D.P. Gnad

Effect of rumen-degradable intake protein supplementation on urea kinetics and microbial use of recycled urea in steers consuming low-quality forage

We evaluated the effect of increasing amounts of rumen-degradable intake protein (DIP) on urea kinetics in steers consuming prairie hay. Ruminally and duodenally fistulated steers (278 kg of BW) were used in a 4 x 4 Latin square and provided ad libitum access to low-quality prairie hay (4.9% CP). The DIP was provided as casein dosed ruminally once daily in amounts of 0, 59, 118, and 177 mg of N/kg of BW daily. Periods were 13 d long, with 7 d for adaptation and 6 d for collection. Steers were in metabolism crates for total collection of urine and feces. Jugular infusion of (15)N(15)N-urea, followed by determination of urinary enrichment of (15)N(15)N-urea and (14)N(15)N-urea was used to determine urea kinetics.

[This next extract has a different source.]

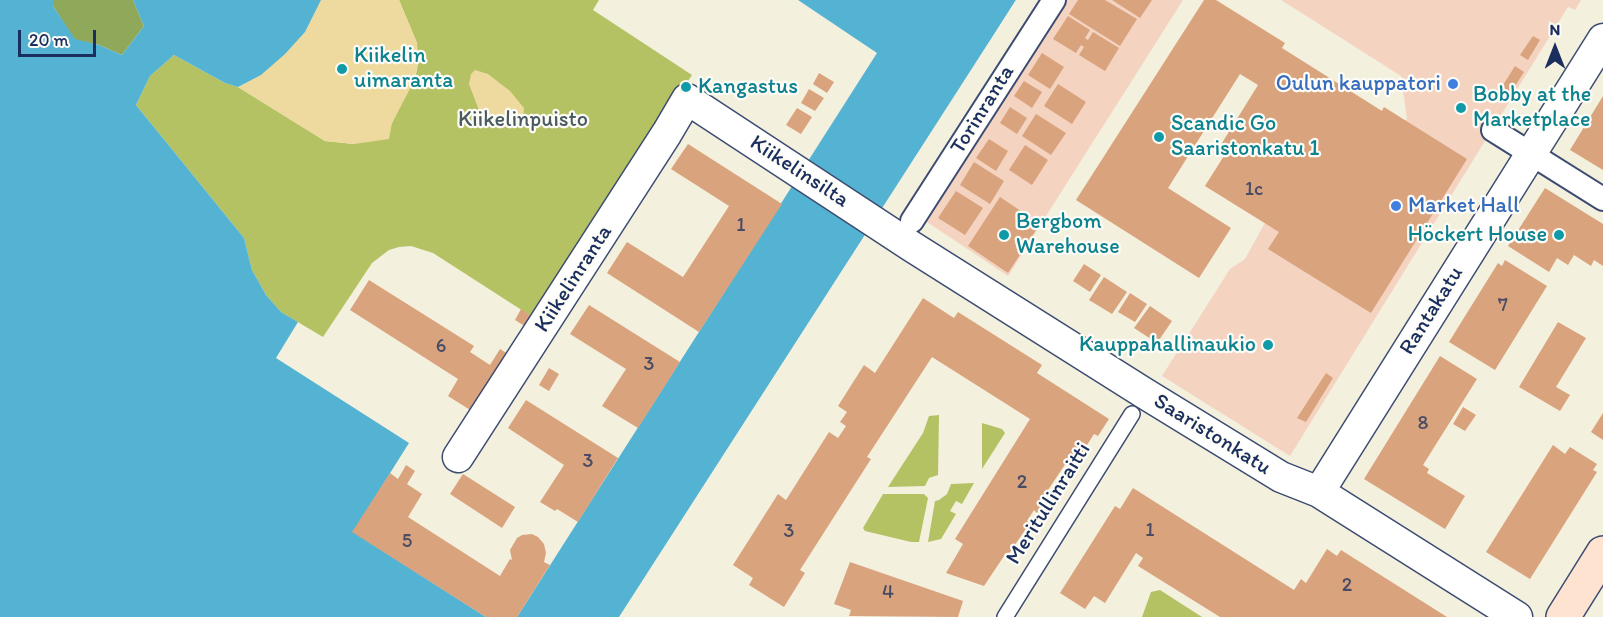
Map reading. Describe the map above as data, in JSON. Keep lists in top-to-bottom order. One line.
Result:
{"streets":{"street":["Torinranta","Kiikelinsilta","Kiikelinranta","Rantakatu","Saaristonkatu"],"lane":["Meritullinraitti"]},"crossings":[["Torinranta","Kiikelinsilta"],["Torinranta","Saaristonkatu"],["Kiikelinsilta","Kiikelinranta"],["Kiikelinsilta","Saaristonkatu"],["Rantakatu","Saaristonkatu"]],"parks":["Kiikelinpuisto"],"places":["Kiikelin uimaranta","Oulun kauppatori","Kangastus","Bobby at the Marketplace","Scandic Go Saaristonkatu 1","Market Hall","Bergbom Warehouse","Höckert House","Kauppahallinaukio"],"house_numbers":["1c","1","7","6","3","8","3","2","1","3","5","2","4"],"scale_bar":"20 m","north":"top"}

Forage and N intake increased (linear, P < 0.001) with increasing DIP. Retention of N was negative (-2.7 g/d) for steers receiving no DIP and increased linearly (P < 0.001; 11.7, 23.0, and 35.2 g/d for 59, 118, and 177 mg of N/kg of BW daily) with DIP. Urea synthesis was 19.9, 24.8, 42.9, and 50.9 g of urea-N/d for 0, 59, 118, and 177 mg of N/kg of BW daily (linear, P = 0.004). Entry of urea into the gut was 98.9, 98.8, 98.6, and 95.9% of production for 0, 59, 118, and 177 mg of N/kg of BW daily, respectively (quadratic, P = 0.003). The amount of urea-N entering the gastrointestinal tract was greatest for 177 mg of N/kg of BW daily (48.6 g of urea-N/d) and decreased (linear, P = 0.005) to 42.4, 24.5, and 19.8 g of urea-N/d for 118, 59, and 0 mg of N/kg of BW daily. Microbial incorporation of recycled urea-N increased linearly (P = 0.02) from 12.3 g of N/d for 0 mg of N/kg of BW daily to 28.9 g of N/d for 177 mg of N/kg of BW daily. Provision of DIP produced the desired and previously observed increase in forage intake while also increasing N retention. The large percentage of urea synthesis that was recycled to the gut (95.9% even when steers received the greatest amount of DIP) points to the remarkable ability of cattle to conserve N when fed a low-protein diet.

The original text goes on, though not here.